Francesco La Camera said many more jobs will be created than lost.

The fear of major job losses in traditional fossil fuel industries as the world shifts to renewable energy is a myth, the chief of the International Renewable Energy Agency said.

Speaking at the agency’s biannual council meeting in Abu Dhabi on Tuesday, Francesco La Camera said more jobs will be created than those lost.

According to Irena, employment in renewables climbed to 11 million jobs in 2018, up from 10.3m the previous year. Mr La Camera said this pattern was going to continue despite some experts warning of job losses in conventional industries if technology advanced too quickly.

“Absolutely this is a legend — a myth that has been cancelled by the reality,” said Mr La Camera, the new director general of the agency based in Abu Dhabi. “Renewables are good for jobs and good for the environment.”

On Tuesday, Mr La Camera spoke about his goals for the next four years, ways the UAE can boost renewables and Irena’s role in tackling climate change.

Representatives from more than 100 countries are in Abu Dhabi for the two-day event. Energising the gathering was the looming Abu Dhabi Climate Meeting this Sunday. The meeting — set to be attended by UN Secretary-General António Guterres — is taking place to prepare for the major UN Climate Action Summit in New York this September, which is being held to ramp up efforts to implement the Paris agreement. The Paris deal seeks to keep any increase in global temperatures to below 2°C above pre-industrial levels and to limit the increase to 1.5°C.

But the outlook is bleak. Sea levels are rising, coral reefs dying, ecosystems collapsing and food security threatened. The UN has warned that the world faces increases of more than 1.5°C above pre-industrial levels in a decade if there is no change. Even as Irena meets, a UN expert has warned of a possible "climate apartheid", where the rich pay to escape from hunger, "while the rest of the world is left to suffer". Philip Alston, the UN's special rapporteur on extreme poverty, criticised UN responses so far as inadequate.

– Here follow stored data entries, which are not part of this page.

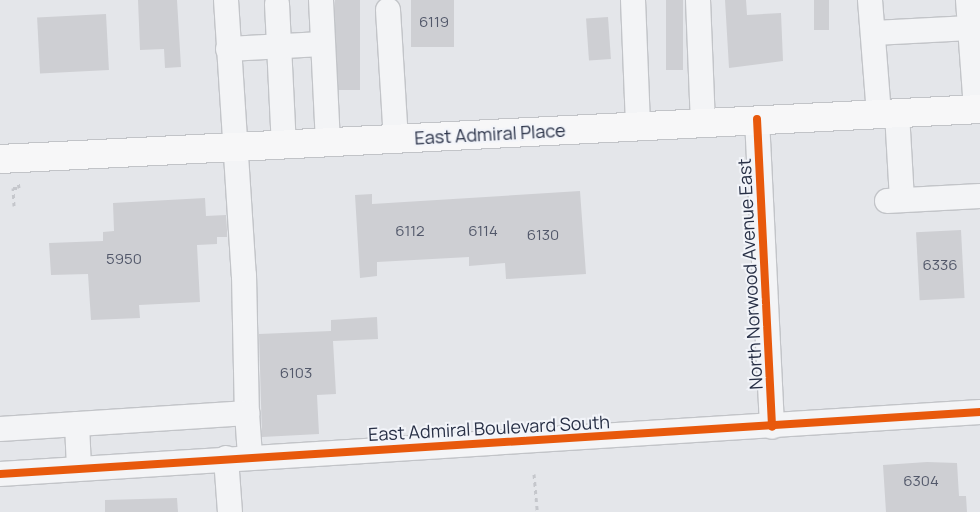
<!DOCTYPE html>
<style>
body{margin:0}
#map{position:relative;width:980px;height:512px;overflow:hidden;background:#e4e6ea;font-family:Manrope,sans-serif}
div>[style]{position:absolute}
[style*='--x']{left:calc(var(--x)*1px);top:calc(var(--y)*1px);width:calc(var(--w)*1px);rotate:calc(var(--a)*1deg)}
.building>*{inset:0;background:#cecfd3;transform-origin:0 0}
.path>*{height:3px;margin-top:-1.5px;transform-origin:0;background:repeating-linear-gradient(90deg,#c5c7cc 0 4px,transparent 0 8px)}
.roads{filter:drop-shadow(1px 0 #c2c4c8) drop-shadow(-1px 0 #c2c4c8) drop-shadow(0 1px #c2c4c8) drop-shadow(0 -1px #c2c4c8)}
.minor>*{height:24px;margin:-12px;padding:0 12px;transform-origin:12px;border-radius:12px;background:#f3f4f6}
.major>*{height:28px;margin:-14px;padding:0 14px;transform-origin:14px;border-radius:14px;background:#f7f7f8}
.cycleway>*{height:8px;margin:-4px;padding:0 4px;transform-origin:4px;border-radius:4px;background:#e8590c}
span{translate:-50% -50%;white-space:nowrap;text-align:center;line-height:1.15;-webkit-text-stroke:4px #f2f4f9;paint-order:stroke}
.number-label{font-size:15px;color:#52586a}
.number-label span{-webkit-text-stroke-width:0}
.street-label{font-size:18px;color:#283046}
</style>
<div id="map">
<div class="building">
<div style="clip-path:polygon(138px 0,177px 0,181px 67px,165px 68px,164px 49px,140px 50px)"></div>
<div style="left:335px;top:0;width:25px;height:90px"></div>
<div style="left:411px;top:0;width:43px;height:47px"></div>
<div style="left:666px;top:0;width:17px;height:70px"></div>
<div style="clip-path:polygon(725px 0,746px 0,747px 15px,781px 13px,783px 61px,729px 68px)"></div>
<div style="left:814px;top:0;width:15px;height:30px"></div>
<div style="left:106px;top:14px;width:56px;height:69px;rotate:87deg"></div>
<div style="left:608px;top:17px;width:42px;height:22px;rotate:86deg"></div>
<div style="clip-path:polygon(580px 191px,586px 274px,506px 279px,505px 263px,469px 266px,469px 257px,377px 262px,377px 276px,360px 278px,355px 195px,372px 194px,372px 204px)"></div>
<div style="clip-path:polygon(205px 198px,206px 216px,226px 215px,227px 230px,227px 237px,217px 237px,217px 244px,197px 245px,200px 302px,139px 305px,140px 318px,91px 320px,88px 274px,51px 275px,49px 243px,103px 241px,103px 232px,114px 231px,113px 203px)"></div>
<div style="left:961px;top:230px;width:68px;height:45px;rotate:87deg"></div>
<div style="clip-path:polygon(377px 317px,378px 339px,333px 341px,336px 394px,317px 395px,319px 434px,262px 437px,259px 334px,331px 331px,331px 320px)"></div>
<div style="clip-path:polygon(927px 462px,957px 463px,959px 496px,966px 496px,967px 512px,886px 512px,883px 465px)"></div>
<div style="clip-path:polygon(177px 498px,178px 512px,105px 512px,105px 500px)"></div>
</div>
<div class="path">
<div style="--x:14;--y:206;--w:18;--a:-93"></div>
<div style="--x:13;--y:188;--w:6;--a:0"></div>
<div style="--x:19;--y:188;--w:7;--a:-98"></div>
<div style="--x:534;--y:474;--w:38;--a:85"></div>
</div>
<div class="roads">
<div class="minor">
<div style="--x:226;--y:0;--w:276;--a:86.3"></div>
<div style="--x:244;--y:275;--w:138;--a:88.8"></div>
<div style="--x:321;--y:0;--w:142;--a:87.2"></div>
<div style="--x:633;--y:0;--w:126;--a:87.7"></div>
<div style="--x:698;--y:0;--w:122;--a:87.7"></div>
<div style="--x:870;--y:0;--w:114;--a:85.5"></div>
<div style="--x:968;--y:0;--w:109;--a:85.8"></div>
<div style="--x:277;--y:4;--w:141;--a:87.2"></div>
<div style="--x:388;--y:10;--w:129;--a:86.5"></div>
<div style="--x:874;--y:33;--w:96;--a:-3"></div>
<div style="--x:228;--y:49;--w:94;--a:-3"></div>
<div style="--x:897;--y:113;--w:87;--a:86.7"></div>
<div style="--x:757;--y:119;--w:308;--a:87.2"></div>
<div style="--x:887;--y:201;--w:93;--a:-3.1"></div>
<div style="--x:77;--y:424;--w:44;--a:87.4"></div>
<div style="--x:0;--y:429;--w:248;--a:-3.7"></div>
<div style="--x:247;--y:413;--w:43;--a:86"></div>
<div style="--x:226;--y:458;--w:54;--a:85.8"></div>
<div style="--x:0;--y:474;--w:982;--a:-3.62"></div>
</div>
<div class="major">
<div style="--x:0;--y:159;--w:981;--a:-2.92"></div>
</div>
</div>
<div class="cycleway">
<div style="--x:757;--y:119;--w:308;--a:87.2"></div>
<div style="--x:0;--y:474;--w:982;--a:-3.62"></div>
</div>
<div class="number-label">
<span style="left:434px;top:22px">6119</span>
<span style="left:410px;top:231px">6112</span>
<span style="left:483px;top:231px">6114</span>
<span style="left:543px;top:235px">6130</span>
<span style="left:124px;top:259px">5950</span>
<span style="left:940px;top:265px">6336</span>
<span style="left:296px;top:373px">6103</span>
<span style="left:921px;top:481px">6304</span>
</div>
<div class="street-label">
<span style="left:490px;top:134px;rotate:-3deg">East Admiral Place</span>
<span style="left:750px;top:274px;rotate:-93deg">North Norwood Avenue East</span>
<span style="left:489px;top:428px;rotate:-3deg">East Admiral Boulevard South</span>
</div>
</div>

But Mr La Camera, an Italian national, suggested that Irena was the solution to these ills. “Electrification fuelled by renewables and energy efficiency is the only ready and real instrument we have to be in line with the Paris Agreement goals,” he said.

Hushed talk of strategic reports, new studies and framework documents traditionally consumes Irena gatherings. Mr La Camera stressed that this work was central to efforts to fight back against climate change.

“Irena is contributing a huge stream of work for the summit,” he said, including important data on how the world is switching to renewables.

“We will see in September,” said Mr La Camera. “Irena is not part of the solution. We are the solution.”

He then turned to adaptation of renewables by the UAE. Renewable energy accounts for about 25 per cent of the world’s electricity. The UAE generates less than 5 per cent of its electricity through renewables with most coming from solar parks in Dubai and Abu Dhabi.

However, Mr La Camera said it would not be difficult for the UAE to increase this share as the cost of solar is extremely competitive — in some cases renewables are cheaper than fossil fuels.

“They [the UAE] may also think they can have energy from solar and save the oil for other things,” he said. “They are moving in this direction.”

The Irena event concludes on Wednesday where a deal is set to be signed with the UAE on new ways to boost awareness of renewable energy.